The benchmarks https://www.mdanalysis.org/benchmarks/#selections.SimpleSelectionBench.time_simple_selections?p-selection_string='name%20CA'&six=%5Bnone%5D&ram=16GB clearly show that performance got worse by 53.58x (from 997.988μs to 53.474ms) when PR #2551 , which introduced fnmatch, was merged. Specifically, the commit eb18a338 is the point in the benchmark when performance gets worse.

Note

This slowdown might have contributed to #2671 (tests timing out) and the need for PR #2706.

The text was updated successfully, but these errors were encountered:

orbeckst · 2020-06-13T01:38:12Z

Btw, if you want to see recent regressions, go to https://www.mdanalysis.org/benchmarks/#regressions?sort=3&dir=desc and look for dates in 2020/2019 near the top of the list.

richardjgowers · 2020-06-14T13:32:33Z

I think using something like fnmatch isn't bad per se, string patterns like this should be a solved problem we import. I think instead we can tweak our data structures to go faster (see #2755)

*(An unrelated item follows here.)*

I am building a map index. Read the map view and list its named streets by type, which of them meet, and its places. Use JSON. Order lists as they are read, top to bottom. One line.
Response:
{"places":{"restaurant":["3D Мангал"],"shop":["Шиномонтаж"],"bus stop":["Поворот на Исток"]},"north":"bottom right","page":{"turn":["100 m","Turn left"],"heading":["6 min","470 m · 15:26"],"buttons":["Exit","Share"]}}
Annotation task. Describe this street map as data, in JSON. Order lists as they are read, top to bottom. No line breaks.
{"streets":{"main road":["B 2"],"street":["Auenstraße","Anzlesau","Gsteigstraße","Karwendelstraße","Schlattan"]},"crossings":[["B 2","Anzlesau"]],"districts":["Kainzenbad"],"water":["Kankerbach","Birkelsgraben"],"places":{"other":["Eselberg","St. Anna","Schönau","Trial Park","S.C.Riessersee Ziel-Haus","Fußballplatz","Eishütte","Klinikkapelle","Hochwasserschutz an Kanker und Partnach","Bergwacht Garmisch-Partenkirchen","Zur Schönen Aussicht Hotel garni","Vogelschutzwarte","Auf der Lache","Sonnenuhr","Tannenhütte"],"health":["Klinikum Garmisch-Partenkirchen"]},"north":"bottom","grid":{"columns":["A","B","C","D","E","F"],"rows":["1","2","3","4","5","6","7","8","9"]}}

orbeckst · 2020-06-14T20:59:32Z

Maybe it’s not fnmatch itself but whatever we did in the PR that introduced it killed performance. I didn’t have time to look at the old PR but when I briefly looked at your new PR I saw that there used to be a list comprehension over all atom names to run fnmatch at each single one of them and that alone is probably already problematic when all one really wants to do is atoms[atoms.names == “CA”].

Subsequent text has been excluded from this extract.